Work task:
Repeat only the lines below from the one containing "Task: Read the" through the one containing "Input: one rendered", inclusive, exactly as written.

Stored data:
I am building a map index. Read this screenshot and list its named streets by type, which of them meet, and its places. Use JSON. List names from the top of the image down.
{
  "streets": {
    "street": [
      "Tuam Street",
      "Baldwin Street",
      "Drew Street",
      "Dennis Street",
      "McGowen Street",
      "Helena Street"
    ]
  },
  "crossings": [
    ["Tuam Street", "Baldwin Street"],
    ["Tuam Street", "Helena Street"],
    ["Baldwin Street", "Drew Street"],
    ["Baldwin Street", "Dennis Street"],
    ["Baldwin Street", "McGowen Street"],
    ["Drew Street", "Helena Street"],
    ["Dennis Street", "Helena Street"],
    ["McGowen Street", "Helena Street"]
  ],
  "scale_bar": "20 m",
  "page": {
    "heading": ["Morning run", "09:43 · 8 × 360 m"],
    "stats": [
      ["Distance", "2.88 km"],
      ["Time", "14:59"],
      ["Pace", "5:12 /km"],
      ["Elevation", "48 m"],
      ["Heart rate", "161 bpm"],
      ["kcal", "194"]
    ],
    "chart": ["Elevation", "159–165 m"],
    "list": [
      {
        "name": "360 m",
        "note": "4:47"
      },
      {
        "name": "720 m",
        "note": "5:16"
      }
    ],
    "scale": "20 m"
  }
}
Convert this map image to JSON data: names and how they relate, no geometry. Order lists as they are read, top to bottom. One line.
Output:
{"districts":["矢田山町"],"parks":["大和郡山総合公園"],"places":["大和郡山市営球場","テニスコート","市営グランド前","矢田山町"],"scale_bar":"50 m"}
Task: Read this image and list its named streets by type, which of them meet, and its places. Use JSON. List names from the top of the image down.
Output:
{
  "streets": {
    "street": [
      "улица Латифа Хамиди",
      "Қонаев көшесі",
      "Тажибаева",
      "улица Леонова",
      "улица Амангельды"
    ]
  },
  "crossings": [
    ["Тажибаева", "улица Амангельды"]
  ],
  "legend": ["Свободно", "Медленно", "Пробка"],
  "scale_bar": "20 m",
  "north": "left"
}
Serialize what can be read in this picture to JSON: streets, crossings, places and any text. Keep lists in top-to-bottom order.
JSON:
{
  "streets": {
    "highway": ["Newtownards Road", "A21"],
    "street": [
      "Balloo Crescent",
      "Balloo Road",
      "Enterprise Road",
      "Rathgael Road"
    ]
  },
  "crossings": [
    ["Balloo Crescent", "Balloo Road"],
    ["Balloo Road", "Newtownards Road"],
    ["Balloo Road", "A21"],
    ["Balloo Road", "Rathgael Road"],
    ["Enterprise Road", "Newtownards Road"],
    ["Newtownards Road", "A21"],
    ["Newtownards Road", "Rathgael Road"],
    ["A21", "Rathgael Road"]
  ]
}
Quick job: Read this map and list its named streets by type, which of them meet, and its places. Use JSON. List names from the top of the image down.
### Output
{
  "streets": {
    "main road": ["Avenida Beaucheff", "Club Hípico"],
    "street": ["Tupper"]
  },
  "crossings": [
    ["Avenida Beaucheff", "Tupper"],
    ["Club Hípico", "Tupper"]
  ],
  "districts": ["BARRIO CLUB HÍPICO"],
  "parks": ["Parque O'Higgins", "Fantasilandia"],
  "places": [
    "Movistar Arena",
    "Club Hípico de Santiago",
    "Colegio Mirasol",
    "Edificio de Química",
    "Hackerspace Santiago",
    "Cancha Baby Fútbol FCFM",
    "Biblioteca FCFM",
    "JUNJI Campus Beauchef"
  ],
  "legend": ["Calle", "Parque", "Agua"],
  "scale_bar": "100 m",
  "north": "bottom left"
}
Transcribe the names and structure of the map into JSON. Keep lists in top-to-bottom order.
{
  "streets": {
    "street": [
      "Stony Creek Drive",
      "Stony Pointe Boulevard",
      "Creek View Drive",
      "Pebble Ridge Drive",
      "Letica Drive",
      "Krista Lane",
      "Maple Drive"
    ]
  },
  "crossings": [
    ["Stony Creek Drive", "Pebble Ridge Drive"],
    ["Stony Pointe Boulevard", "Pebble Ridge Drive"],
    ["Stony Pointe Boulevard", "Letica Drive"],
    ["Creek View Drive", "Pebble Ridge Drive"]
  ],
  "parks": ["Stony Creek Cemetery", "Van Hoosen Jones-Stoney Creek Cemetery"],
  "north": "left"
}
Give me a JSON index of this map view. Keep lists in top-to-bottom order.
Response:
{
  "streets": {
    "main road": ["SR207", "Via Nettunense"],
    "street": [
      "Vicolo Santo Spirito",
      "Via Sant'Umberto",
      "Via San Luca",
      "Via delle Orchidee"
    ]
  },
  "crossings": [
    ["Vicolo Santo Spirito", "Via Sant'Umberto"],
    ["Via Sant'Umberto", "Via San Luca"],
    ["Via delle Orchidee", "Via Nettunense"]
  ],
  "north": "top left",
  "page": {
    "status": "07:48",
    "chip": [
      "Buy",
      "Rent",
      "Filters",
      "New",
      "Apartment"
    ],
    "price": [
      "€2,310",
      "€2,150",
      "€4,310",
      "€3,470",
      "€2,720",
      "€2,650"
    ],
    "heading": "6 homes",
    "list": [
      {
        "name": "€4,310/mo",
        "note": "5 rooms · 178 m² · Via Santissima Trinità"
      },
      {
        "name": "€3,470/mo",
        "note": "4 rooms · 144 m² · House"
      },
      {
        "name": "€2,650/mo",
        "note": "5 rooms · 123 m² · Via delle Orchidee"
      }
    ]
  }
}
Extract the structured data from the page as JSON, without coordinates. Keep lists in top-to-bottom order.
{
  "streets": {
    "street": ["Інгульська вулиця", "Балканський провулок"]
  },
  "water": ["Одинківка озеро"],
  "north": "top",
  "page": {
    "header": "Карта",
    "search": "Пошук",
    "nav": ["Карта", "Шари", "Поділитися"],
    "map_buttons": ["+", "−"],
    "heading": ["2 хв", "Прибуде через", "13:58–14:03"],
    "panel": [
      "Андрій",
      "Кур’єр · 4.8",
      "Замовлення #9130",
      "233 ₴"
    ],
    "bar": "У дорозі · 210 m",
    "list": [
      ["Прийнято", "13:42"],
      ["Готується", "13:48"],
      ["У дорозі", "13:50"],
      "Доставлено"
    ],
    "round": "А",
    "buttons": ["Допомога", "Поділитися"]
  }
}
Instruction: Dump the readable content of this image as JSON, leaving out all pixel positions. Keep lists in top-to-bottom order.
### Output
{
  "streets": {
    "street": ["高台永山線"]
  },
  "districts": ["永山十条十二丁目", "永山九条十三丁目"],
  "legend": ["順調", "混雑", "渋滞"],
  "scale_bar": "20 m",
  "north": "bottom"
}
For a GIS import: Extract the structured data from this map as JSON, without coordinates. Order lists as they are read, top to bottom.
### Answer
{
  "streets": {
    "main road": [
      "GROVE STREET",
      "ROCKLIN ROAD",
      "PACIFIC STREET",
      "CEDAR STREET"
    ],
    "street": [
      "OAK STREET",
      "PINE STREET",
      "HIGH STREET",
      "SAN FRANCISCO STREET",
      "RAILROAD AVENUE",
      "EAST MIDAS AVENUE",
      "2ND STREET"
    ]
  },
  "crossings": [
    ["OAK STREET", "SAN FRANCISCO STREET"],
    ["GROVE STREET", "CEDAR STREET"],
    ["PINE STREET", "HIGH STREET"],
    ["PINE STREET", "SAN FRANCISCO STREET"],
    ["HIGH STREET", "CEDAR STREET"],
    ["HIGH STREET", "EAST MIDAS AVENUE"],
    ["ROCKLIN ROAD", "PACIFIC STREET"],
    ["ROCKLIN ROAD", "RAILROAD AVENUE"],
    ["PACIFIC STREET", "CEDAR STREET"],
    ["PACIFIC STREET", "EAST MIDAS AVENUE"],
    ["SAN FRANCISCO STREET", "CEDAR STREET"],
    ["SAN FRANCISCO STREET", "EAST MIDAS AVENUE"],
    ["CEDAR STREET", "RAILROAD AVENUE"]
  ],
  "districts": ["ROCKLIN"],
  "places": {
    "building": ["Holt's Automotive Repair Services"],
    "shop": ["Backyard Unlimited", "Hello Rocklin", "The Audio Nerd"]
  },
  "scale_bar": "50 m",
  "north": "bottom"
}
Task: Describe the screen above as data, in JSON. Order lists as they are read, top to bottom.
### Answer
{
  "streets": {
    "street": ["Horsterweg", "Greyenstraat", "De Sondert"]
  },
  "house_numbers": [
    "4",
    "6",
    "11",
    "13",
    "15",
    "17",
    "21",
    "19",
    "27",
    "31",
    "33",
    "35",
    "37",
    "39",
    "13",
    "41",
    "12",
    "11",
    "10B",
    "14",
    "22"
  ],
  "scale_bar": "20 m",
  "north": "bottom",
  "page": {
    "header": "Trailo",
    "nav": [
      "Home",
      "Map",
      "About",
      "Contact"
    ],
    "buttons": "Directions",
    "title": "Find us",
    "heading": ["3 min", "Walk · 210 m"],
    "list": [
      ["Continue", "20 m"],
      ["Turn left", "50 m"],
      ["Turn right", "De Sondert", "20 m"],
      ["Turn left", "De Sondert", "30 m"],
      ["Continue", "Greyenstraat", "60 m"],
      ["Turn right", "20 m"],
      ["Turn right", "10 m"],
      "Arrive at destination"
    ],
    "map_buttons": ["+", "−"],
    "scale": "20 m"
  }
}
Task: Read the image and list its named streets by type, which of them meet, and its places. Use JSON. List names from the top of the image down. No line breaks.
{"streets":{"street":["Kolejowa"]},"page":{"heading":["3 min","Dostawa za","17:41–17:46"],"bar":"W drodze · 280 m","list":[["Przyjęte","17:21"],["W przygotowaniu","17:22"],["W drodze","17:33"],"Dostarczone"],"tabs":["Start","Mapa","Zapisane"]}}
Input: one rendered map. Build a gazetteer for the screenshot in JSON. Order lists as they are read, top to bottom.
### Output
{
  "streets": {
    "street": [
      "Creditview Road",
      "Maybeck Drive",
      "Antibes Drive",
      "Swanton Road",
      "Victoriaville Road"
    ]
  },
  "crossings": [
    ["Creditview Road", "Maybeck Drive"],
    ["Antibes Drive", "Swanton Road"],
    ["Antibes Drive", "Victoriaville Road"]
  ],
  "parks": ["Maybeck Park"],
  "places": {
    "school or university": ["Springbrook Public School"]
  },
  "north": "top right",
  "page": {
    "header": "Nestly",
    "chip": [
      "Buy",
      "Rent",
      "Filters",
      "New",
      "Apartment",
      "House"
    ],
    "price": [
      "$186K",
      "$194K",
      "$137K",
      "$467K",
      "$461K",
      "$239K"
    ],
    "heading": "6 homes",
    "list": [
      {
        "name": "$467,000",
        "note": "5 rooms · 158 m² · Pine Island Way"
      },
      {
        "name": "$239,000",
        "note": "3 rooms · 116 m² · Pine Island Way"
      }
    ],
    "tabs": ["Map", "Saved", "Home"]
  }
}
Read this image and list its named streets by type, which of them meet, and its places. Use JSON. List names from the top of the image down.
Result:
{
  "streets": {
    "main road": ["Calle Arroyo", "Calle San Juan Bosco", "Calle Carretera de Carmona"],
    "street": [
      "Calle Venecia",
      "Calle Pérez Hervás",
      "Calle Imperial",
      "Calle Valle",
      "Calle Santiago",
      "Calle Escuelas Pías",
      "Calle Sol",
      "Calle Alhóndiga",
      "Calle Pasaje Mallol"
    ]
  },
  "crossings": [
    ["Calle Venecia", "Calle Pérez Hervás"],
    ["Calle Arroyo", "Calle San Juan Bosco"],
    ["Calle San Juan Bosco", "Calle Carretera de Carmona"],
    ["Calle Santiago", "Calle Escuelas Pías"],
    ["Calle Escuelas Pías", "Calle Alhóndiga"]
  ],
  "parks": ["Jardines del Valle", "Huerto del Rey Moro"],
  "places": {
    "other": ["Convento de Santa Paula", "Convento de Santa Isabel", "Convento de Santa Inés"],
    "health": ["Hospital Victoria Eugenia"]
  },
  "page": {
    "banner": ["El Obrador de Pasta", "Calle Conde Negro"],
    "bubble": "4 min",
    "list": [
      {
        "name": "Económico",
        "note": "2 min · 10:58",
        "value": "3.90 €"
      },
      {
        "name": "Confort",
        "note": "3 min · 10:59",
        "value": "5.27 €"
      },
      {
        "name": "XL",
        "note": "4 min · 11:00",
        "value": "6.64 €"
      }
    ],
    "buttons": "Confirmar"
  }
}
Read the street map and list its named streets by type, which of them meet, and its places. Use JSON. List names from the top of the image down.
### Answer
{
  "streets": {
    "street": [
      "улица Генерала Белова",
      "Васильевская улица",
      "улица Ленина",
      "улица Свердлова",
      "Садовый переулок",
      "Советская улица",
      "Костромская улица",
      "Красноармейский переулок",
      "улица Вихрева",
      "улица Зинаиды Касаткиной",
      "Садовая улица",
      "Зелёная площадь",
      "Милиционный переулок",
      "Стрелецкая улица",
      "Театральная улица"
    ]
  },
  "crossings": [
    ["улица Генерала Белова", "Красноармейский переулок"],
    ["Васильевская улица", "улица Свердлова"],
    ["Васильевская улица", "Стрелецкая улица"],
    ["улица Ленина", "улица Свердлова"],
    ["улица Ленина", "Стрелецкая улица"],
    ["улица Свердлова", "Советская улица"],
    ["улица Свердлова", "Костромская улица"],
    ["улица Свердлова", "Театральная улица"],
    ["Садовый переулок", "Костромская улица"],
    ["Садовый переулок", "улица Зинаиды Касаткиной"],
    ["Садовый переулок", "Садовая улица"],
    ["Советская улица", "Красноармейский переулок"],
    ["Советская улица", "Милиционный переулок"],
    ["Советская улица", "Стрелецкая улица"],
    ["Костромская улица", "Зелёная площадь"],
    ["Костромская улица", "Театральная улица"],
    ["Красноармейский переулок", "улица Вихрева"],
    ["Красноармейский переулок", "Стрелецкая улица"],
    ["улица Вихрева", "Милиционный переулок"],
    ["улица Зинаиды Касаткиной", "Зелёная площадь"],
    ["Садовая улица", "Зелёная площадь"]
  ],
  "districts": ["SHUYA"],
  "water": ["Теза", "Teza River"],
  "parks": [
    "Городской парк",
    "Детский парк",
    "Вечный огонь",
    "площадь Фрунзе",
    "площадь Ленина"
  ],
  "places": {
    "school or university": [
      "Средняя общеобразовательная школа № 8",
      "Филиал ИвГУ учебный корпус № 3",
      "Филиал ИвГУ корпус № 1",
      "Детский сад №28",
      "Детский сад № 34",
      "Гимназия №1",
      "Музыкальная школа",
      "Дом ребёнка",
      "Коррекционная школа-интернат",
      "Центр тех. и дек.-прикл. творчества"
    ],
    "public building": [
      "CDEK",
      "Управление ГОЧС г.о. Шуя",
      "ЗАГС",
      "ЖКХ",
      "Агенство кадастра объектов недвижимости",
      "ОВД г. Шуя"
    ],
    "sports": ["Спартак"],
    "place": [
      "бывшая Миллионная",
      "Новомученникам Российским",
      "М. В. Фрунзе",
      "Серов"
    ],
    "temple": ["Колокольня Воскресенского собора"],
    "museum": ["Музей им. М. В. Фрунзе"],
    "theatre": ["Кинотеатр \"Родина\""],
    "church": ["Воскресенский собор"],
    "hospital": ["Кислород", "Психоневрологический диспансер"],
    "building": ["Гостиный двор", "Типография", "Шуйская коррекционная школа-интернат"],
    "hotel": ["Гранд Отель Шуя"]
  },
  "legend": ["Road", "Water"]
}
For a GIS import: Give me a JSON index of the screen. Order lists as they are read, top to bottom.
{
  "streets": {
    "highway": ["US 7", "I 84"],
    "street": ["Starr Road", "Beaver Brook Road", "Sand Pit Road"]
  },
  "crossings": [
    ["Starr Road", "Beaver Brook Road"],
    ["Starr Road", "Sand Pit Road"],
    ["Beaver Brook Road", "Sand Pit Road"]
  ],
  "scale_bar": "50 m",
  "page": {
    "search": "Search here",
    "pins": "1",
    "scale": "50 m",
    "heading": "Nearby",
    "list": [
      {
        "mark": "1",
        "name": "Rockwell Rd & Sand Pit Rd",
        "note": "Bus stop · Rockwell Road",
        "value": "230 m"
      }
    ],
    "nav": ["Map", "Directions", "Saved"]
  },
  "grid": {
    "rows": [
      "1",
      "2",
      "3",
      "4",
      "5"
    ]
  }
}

Result for this task:
Task: Read the image and list its named streets by type, which of them meet, and its places. Use JSON. List names from the top of the image down. No line breaks.
{"streets":{"street":["Kolejowa"]},"page":{"heading":["3 min","Dostawa za","17:41–17:46"],"bar":"W drodze · 280 m","list":[["Przyjęte","17:21"],["W przygotowaniu","17:22"],["W drodze","17:33"],"Dostarczone"],"tabs":["Start","Mapa","Zapisane"]}}
Input: one rendered map. Build a gazetteer for the screenshot in JSON. Order lists as they are read, top to bottom.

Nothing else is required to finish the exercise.